Gov. Dannel P. Malloy acknowledging David McGuire and Suzanne Bates. At left, Correction Commissioner Scott Semple.

East Lyme — Gov. Dannel P. Malloy stepped to a microphone in a prison waiting room to talk about bail reform Thursday. He glanced at two unlikely allies, David McGuire of the American Civil Liberties Union and Suzanne Bates of the Yankee Institute for Public Policy, a conservative think tank.

“This is not a mistake. We have all ends of the spectrum, the political spectrum, that are represented here. I think Yankee Institute is only allowed to say one nice thing about me a year,” Malloy said, prompting laughter. “They don’t get pictured very often side by side, but to both of you, thank you for being here.”
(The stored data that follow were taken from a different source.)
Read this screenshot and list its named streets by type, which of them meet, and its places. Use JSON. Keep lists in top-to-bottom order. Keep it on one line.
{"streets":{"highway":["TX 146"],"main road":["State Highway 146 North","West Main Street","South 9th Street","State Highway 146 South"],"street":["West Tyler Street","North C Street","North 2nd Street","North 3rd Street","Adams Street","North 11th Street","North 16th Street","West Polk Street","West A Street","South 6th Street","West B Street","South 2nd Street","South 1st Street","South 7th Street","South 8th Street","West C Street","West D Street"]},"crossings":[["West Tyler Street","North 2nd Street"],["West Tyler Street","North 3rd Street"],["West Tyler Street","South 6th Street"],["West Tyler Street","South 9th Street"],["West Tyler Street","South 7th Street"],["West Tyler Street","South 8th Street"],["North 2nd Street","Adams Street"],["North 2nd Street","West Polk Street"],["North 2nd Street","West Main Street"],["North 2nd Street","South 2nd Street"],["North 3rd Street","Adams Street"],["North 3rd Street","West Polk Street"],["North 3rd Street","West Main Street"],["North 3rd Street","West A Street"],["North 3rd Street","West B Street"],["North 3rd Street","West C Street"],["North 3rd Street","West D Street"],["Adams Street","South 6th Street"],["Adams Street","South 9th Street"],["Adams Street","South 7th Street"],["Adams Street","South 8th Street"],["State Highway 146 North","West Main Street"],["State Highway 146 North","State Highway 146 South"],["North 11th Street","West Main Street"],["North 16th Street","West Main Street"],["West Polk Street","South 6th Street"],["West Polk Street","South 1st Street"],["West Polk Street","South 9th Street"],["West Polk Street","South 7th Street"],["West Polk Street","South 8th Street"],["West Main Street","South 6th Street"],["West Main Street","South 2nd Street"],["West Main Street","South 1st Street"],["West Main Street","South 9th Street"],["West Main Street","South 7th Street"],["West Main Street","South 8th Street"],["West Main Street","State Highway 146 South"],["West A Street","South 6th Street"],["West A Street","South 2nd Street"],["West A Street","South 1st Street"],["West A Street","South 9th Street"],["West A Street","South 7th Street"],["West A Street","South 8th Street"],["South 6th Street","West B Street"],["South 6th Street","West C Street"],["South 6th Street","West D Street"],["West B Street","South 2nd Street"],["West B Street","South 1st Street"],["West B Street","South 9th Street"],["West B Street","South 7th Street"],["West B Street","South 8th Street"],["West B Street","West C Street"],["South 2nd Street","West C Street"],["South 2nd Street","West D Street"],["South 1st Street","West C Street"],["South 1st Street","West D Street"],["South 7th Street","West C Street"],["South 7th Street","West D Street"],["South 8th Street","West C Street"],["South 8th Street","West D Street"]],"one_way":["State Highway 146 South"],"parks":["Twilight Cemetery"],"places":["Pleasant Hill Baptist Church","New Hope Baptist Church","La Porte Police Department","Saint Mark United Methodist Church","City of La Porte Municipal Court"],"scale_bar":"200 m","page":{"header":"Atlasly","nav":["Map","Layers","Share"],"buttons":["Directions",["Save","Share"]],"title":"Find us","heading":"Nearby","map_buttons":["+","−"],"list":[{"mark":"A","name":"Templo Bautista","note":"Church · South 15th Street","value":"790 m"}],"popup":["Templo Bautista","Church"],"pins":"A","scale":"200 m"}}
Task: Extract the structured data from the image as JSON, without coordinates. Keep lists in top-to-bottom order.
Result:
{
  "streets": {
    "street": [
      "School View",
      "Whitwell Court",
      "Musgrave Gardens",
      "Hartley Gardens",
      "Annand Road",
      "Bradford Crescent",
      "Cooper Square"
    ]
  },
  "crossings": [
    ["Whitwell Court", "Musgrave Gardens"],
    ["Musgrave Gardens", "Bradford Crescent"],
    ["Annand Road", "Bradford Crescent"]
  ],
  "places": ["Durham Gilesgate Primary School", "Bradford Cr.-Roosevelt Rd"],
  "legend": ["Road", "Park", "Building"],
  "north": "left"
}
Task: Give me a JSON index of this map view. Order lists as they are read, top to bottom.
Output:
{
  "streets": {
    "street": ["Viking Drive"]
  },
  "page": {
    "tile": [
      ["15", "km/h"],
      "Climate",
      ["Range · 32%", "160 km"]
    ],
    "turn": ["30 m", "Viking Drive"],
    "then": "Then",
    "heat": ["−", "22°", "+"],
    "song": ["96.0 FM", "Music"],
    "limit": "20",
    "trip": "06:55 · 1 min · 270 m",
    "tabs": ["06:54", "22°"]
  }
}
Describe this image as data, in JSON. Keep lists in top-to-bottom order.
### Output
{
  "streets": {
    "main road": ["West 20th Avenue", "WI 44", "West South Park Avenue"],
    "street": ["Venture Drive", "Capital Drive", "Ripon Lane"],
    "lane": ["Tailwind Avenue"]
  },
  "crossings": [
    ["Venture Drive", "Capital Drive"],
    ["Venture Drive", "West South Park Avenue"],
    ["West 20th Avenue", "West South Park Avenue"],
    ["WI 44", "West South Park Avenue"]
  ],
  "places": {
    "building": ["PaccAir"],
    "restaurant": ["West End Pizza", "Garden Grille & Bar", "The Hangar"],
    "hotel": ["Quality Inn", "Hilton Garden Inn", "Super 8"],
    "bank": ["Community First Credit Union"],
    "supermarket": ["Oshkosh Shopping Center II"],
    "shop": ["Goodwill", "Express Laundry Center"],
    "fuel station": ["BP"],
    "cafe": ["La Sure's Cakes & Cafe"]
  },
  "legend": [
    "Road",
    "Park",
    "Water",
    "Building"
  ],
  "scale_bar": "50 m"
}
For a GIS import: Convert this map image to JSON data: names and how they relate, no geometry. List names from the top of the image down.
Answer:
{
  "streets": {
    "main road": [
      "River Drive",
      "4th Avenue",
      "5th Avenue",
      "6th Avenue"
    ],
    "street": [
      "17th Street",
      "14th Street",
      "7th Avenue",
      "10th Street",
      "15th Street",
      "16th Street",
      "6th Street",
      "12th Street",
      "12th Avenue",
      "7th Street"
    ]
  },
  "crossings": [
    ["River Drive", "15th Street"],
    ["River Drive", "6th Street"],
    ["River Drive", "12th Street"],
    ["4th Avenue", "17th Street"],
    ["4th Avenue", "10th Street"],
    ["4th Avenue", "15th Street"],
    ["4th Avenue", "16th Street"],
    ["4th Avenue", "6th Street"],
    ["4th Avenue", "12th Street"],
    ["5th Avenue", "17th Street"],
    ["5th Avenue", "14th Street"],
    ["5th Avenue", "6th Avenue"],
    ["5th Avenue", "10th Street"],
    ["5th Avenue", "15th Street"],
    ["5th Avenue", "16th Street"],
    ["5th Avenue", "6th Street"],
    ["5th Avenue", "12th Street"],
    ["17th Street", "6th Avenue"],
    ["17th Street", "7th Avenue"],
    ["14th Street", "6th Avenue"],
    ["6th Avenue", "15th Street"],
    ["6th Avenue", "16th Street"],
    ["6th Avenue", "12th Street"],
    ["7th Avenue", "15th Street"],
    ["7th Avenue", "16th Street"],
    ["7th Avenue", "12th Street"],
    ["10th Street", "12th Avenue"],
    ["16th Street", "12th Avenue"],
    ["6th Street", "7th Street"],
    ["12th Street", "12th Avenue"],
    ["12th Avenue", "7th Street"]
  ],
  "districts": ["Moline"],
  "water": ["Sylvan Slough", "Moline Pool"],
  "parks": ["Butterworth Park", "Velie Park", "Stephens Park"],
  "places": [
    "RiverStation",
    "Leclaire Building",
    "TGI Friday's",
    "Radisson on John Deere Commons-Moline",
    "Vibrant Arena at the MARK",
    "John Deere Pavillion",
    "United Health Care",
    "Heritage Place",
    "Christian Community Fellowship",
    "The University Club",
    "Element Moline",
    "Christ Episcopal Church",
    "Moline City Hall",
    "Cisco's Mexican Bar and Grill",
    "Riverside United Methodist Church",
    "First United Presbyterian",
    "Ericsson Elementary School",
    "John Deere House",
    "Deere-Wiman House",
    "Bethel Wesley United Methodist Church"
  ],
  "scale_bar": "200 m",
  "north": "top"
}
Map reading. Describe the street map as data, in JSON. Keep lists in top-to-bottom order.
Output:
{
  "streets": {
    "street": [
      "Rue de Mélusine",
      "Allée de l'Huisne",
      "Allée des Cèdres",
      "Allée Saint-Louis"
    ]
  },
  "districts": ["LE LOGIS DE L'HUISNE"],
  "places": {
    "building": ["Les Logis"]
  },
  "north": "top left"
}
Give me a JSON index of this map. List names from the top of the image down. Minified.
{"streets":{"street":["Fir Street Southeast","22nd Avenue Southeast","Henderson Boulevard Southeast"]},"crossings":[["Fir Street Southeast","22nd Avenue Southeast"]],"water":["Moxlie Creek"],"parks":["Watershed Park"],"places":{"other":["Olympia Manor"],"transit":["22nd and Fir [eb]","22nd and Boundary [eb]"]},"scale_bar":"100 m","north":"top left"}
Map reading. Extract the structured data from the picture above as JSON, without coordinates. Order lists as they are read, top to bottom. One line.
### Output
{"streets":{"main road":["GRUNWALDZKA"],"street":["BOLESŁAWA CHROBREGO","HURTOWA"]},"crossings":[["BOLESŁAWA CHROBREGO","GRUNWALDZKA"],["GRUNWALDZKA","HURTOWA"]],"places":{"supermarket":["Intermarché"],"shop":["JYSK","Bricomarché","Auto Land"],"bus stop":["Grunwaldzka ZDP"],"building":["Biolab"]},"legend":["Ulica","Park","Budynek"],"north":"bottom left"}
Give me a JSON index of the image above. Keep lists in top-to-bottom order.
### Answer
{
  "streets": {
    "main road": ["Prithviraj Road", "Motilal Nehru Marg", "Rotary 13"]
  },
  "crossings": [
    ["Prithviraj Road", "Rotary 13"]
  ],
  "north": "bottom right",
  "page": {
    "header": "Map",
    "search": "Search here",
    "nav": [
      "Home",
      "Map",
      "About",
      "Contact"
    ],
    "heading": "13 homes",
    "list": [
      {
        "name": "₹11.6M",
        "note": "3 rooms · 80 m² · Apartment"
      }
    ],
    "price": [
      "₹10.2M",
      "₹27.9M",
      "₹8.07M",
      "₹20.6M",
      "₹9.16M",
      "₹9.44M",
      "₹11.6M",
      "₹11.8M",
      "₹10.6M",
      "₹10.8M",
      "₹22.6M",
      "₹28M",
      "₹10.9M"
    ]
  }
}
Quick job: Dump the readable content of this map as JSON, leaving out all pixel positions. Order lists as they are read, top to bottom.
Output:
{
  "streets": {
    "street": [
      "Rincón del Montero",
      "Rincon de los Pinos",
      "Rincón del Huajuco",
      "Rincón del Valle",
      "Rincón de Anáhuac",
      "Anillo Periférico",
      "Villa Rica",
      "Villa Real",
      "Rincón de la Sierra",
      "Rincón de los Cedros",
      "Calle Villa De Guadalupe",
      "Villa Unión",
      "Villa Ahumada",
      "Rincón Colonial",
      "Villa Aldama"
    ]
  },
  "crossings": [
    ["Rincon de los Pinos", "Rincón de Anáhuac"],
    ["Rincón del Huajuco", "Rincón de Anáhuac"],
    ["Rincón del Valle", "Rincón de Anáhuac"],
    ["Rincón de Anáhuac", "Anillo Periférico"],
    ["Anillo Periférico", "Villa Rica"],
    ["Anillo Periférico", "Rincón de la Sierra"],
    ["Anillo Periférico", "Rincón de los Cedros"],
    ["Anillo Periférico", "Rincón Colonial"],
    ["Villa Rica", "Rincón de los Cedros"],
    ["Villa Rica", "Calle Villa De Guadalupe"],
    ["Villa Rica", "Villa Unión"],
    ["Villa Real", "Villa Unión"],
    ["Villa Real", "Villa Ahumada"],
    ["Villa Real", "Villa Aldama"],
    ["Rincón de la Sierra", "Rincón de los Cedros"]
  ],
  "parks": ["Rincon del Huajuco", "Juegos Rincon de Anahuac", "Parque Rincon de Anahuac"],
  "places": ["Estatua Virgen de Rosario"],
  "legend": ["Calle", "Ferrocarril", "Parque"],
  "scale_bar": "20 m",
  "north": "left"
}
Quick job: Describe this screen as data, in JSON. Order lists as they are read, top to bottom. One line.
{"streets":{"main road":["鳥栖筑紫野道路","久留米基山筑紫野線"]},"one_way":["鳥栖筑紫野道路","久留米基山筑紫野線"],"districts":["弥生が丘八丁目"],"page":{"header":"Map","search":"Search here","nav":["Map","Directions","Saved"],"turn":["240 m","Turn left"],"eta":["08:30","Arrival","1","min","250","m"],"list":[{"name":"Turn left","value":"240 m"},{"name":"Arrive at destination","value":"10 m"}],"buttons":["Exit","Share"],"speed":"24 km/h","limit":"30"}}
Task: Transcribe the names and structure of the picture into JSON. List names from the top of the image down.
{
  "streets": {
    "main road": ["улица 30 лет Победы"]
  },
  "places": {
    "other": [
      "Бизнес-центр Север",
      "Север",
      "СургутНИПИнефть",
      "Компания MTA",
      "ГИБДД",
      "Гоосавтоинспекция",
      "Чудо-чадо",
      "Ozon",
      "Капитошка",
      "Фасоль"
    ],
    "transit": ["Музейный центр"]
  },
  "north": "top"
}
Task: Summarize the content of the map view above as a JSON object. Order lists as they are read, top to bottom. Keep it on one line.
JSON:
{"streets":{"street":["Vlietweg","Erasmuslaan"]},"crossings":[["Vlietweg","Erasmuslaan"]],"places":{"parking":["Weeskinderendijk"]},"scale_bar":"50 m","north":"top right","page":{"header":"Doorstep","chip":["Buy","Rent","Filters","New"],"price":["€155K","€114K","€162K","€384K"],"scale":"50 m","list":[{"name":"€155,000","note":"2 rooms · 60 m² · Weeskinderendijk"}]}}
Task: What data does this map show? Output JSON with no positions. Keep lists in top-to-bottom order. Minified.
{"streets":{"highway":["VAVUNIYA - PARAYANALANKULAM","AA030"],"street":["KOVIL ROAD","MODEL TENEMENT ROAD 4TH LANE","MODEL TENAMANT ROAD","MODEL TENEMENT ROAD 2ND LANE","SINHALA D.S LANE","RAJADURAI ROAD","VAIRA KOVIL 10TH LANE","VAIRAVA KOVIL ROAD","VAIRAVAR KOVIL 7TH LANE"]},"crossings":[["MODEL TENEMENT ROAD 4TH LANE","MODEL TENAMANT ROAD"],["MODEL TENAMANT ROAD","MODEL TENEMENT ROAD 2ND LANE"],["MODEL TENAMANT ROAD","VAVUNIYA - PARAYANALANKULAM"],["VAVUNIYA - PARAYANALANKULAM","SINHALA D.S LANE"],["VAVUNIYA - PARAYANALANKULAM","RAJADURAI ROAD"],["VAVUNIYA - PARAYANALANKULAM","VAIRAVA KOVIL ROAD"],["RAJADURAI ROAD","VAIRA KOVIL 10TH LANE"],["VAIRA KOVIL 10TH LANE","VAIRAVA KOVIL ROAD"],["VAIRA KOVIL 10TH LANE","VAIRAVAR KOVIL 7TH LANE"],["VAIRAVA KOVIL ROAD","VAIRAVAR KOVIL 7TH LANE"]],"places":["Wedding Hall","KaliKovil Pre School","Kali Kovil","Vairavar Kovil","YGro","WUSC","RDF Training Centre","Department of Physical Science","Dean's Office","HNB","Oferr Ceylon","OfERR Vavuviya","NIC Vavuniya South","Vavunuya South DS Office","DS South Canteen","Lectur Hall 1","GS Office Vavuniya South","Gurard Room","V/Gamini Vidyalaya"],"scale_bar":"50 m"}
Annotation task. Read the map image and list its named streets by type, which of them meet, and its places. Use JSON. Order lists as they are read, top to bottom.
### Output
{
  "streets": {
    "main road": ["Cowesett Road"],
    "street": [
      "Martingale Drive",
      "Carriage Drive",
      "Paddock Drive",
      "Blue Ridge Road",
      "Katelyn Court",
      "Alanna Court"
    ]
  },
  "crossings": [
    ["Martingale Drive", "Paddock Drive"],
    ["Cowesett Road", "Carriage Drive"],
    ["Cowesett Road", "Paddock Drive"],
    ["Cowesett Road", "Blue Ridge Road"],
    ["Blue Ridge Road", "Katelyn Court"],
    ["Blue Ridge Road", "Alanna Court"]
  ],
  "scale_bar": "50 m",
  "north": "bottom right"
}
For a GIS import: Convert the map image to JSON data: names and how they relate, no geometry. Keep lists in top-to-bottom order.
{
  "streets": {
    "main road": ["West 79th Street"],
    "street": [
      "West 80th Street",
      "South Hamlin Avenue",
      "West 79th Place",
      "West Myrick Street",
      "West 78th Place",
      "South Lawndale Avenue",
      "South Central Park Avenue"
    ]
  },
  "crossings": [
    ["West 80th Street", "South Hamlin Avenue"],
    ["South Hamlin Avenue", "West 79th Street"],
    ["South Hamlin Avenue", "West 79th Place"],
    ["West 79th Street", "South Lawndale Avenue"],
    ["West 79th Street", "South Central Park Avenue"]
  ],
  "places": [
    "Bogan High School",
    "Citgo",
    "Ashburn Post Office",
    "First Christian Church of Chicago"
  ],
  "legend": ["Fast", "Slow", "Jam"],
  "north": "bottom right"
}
The common ground for the ACLU of Connecticut, Yankee Institute and the Malloy administration is support for the governor’s second try in consecutive years to ensure that no one is jailed awaiting trial on a misdemeanor charge simply because they are poor. The administration estimates that about 300 persons are held on any given day on relatively low bail.

“No one should be sitting behind bars simply because they are poor,” Malloy said.

Malloy spoke at York Correctional, where about 300 of the 1,000 women incarcerated in the state’s only prison for women are being held as they await either trial or sentencing, unable to make bail. One woman whose file Malloy said he reviewed has been held since August on a bond of $7,500, meaning she was unable to afford either the bail or a bond agent’s fee.

Malloy’s legislation would bar judges from setting money bail for defendants charged with most misdemeanors, although judges would retain discretion to set bail for defendants who had previously failed to appear in court or were judged a risk to others.

The bill would provide every defendant, unless a judge determines they are a flight or safety risk, with the opportunity to be released by making a cash deposit of 10 percent of the bail set. Unlike the fee paid to a bond agent, the deposit would be refunded if the defendant met his or her court obligations.

It would prohibit judges from setting cash-only bonds, typically a way for judges to effectively deny bail, since the amounts usually are unaffordable and the defendant is not allowed to use a bond agent

“When people don’t pose a risk to their community, there is a real cost to keeping them in simply because they cannot post bail, both a human cost and a financial cost,” said Bates, the policy director for the Yankee Institute.

“There are people in Connecticut sitting in jail because they have no money in their pocket,” said McGuire, the executive director of the ACLU of Connecticut. “Make no mistake, there are real racial inequities at play here.”

About 14 percent of defendants taken into custody by police are held on some type of financial bond until their case has a verdict, according to a recent study by the Connecticut Sentencing Commission. The number held solely because of inability to afford a modest bail is a matter of debate.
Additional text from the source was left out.